::: Data for review
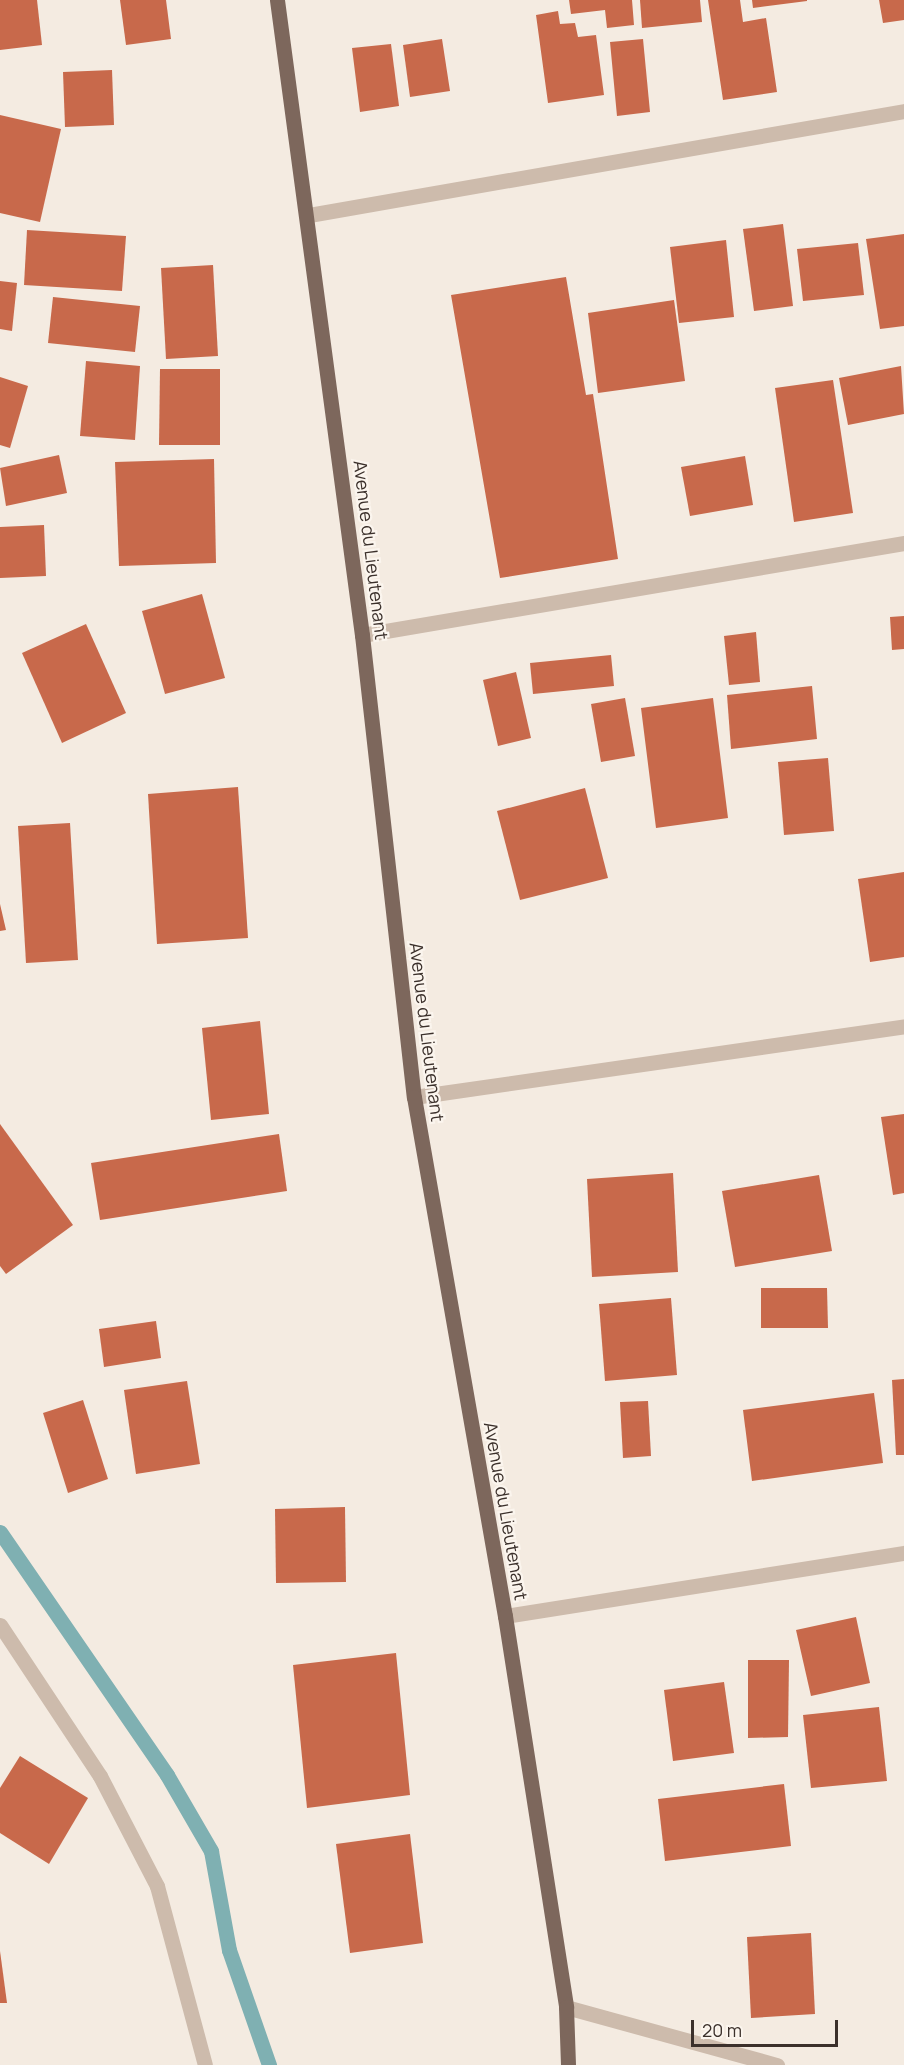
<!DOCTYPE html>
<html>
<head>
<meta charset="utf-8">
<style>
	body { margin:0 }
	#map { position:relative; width:904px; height:2065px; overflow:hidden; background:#f4ebe1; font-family:Manrope,sans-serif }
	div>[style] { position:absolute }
	.stream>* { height:15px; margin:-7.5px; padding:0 7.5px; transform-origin:7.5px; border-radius:7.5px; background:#7fb0b2 }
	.building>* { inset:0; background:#c8694b }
	.minor>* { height:15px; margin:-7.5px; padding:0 7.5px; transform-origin:7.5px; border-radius:7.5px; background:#cdbbac }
	.major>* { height:15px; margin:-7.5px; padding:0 7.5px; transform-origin:7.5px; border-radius:7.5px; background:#7d675c }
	span { translate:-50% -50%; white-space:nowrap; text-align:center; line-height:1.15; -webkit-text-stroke:4.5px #fbf5ee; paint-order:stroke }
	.street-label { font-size:18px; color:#3b302b }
	.scale { position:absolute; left:691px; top:2020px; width:147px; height:27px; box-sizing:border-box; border:3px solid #3b302b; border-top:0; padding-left:8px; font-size:18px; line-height:21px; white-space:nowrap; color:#3b302b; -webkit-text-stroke:4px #fbf5ee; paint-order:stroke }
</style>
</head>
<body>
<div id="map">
	<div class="stream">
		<i style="left:0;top:1532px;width:295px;rotate:55.5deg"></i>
		<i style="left:167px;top:1775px;width:88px;rotate:59.9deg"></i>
		<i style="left:211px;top:1851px;width:101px;rotate:79.7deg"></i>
		<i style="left:229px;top:1950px;width:122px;rotate:70.8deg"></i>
	</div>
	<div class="building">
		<i style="clip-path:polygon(0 0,37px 0,42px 45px,0 50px)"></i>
		<i style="clip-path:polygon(120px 0,166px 0,171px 39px,126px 45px)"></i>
		<i style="clip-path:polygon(569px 0,632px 0,634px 25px,607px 28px,605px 10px,571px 14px)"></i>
		<i style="clip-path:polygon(640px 0,700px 0,702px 22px,642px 28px)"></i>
		<i style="clip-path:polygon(708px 0,740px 0,743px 22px,766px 18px,777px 92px,723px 100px)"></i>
		<i style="clip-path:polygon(752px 0,807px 0,807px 1px,753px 8px)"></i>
		<i style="clip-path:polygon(879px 0,904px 0,904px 20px,883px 23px)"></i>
		<i style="clip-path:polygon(558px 11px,560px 24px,575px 23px,578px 37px,596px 35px,604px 95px,548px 103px,536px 15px)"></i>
		<i style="clip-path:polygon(442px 39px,450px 91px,410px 97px,403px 45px)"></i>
		<i style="clip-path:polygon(643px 39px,650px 112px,617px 116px,610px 42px)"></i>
		<i style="clip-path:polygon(391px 44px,399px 106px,360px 112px,352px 48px)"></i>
		<i style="clip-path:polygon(112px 70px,114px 125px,65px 127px,63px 72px)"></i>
		<i style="clip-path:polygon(0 115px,61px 129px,40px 222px,0 213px)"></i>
		<i style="clip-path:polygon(783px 224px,793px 306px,754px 311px,743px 229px)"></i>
		<i style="clip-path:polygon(27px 230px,126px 236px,122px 291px,24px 285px)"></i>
		<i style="clip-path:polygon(904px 234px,904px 326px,880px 329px,866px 239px)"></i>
		<i style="clip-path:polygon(726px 240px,734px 317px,679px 323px,670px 247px)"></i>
		<i style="clip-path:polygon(858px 243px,864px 295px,803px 301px,797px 249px)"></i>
		<i style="clip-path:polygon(213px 265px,218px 356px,166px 359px,161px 268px)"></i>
		<i style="clip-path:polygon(566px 277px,586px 395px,593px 394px,618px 559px,500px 578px,451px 295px)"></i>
		<i style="clip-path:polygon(0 281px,17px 283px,12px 331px,0 329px)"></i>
		<i style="clip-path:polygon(53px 297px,140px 306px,135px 352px,48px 343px)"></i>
		<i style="clip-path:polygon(674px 300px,685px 381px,598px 393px,588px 313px)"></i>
		<i style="clip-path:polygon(86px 361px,140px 366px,135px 440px,80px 436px)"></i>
		<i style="clip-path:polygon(901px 366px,904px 414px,848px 425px,839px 378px)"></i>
		<i style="clip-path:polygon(160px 369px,220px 369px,220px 445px,159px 445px)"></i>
		<i style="clip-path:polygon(0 377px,28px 386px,10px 448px,0 445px)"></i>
		<i style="clip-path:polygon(833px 380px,853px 513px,794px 522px,775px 388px)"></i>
		<i style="clip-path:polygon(59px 455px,67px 493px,6px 506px,0 468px)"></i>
		<i style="clip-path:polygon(745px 456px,753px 505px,690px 516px,681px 467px)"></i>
		<i style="clip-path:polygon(214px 459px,216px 563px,119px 566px,115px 462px)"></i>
		<i style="clip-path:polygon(44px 525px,46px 576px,0 578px,0 527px)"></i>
		<i style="clip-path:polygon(202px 594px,225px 678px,165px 694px,142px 611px)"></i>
		<i style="clip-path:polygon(904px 616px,904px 649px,892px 650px,890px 617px)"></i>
		<i style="clip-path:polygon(86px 624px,126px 713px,62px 743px,22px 653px)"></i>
		<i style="clip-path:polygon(756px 632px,760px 682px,729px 685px,724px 636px)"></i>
		<i style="clip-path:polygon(611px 655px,614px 686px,533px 694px,530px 663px)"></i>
		<i style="clip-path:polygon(516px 672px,531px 738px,498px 746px,483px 680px)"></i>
		<i style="clip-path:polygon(812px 686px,817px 739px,731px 749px,727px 695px)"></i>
		<i style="clip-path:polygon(625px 698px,635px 756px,601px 762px,591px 704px)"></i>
		<i style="clip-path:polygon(713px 698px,728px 818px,656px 828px,641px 708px)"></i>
		<i style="clip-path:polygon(828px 758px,834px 831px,784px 835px,778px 762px)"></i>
		<i style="clip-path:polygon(238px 787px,248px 938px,157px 944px,148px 794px)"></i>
		<i style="clip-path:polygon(585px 788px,608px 878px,520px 900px,497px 811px)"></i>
		<i style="clip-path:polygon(70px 823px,78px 960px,26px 963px,18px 826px)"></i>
		<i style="clip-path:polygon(904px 872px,904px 957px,870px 962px,858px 879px)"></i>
		<i style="clip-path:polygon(0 904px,6px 930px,0 931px)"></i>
		<i style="clip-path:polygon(260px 1021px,269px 1114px,211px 1120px,202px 1028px)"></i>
		<i style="clip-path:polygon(904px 1114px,904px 1193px,893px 1195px,881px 1117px)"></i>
		<i style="clip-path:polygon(0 1124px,73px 1225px,6px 1274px,0 1266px)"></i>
		<i style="clip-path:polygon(279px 1134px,287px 1191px,100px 1220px,91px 1163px)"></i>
		<i style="clip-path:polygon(673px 1173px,678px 1272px,592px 1277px,587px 1179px)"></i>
		<i style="clip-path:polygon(819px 1175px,832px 1251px,735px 1267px,722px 1191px)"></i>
		<i style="clip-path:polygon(761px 1288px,827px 1288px,828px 1328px,761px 1328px)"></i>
		<i style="clip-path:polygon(671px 1298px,677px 1375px,605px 1381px,599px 1304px)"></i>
		<i style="clip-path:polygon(156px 1321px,161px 1358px,104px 1367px,99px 1329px)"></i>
		<i style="clip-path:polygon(904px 1379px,904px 1455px,896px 1455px,892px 1380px)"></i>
		<i style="clip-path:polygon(187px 1381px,200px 1464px,136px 1474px,124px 1390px)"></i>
		<i style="clip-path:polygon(874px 1393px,883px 1463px,752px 1481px,743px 1410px)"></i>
		<i style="clip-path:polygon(83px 1400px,108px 1479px,68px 1493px,43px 1413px)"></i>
		<i style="clip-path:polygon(648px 1401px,651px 1456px,623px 1458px,620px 1402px)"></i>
		<i style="clip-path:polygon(345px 1507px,346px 1582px,276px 1583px,275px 1509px)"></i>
		<i style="clip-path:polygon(856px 1617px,870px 1683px,811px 1696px,796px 1630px)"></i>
		<i style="clip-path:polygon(396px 1653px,410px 1795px,307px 1808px,293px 1665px)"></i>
		<i style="clip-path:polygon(748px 1660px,789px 1660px,788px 1737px,748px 1738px)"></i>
		<i style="clip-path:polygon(724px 1682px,734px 1753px,673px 1761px,664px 1690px)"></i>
		<i style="clip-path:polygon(879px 1707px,887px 1781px,811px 1788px,803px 1715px)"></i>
		<i style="clip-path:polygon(20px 1756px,88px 1798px,49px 1864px,0 1833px,0 1788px)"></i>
		<i style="clip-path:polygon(784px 1784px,791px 1846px,665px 1861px,658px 1799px)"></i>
		<i style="clip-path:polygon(410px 1834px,423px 1943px,350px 1953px,336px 1844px)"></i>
		<i style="clip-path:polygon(811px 1933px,815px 2014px,751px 2018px,747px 1937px)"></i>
		<i style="clip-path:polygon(0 1951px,7px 2003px,0 2003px)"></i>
	</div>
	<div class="minor">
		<i style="left:309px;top:215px;width:604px;rotate:-9.91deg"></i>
		<i style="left:362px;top:635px;width:550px;rotate:-9.63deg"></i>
		<i style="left:414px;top:1097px;width:495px;rotate:-8.2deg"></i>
		<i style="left:505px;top:1616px;width:404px;rotate:-9deg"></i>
		<i style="left:0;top:1625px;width:181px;rotate:56.5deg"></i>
		<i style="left:100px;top:1776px;width:124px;rotate:62.6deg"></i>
		<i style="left:157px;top:1886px;width:185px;rotate:75deg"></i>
		<i style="left:566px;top:2007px;width:219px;rotate:15.4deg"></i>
	</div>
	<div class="major">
		<i style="left:277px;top:0;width:641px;rotate:82.38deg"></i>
		<i style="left:362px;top:635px;width:465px;rotate:83.6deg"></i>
		<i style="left:414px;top:1097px;width:527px;rotate:80.06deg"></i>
		<i style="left:505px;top:1616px;width:396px;rotate:81.1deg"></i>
		<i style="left:566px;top:2007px;width:58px;rotate:88deg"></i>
	</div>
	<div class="street-label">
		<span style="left:371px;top:550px;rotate:83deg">Avenue du Lieutenant</span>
		<span style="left:427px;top:1032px;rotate:83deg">Avenue du Lieutenant</span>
		<span style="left:506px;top:1511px;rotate:80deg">Avenue du Lieutenant</span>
	</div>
	<div class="scale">20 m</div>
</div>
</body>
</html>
::::::
# [Exercise directions]
Among the entries above, copy exactly only the lines starting with the one containing "position:relative; width:904px; height:2065px;" and going through the one containing "transform-origin:7.5px; border-radius:7.5px; background:#7fb0b2", both ends included.

# [Written solution]
	#map { position:relative; width:904px; height:2065px; overflow:hidden; background:#f4ebe1; font-family:Manrope,sans-serif }
	div>[style] { position:absolute }
	.stream>* { height:15px; margin:-7.5px; padding:0 7.5px; transform-origin:7.5px; border-radius:7.5px; background:#7fb0b2 }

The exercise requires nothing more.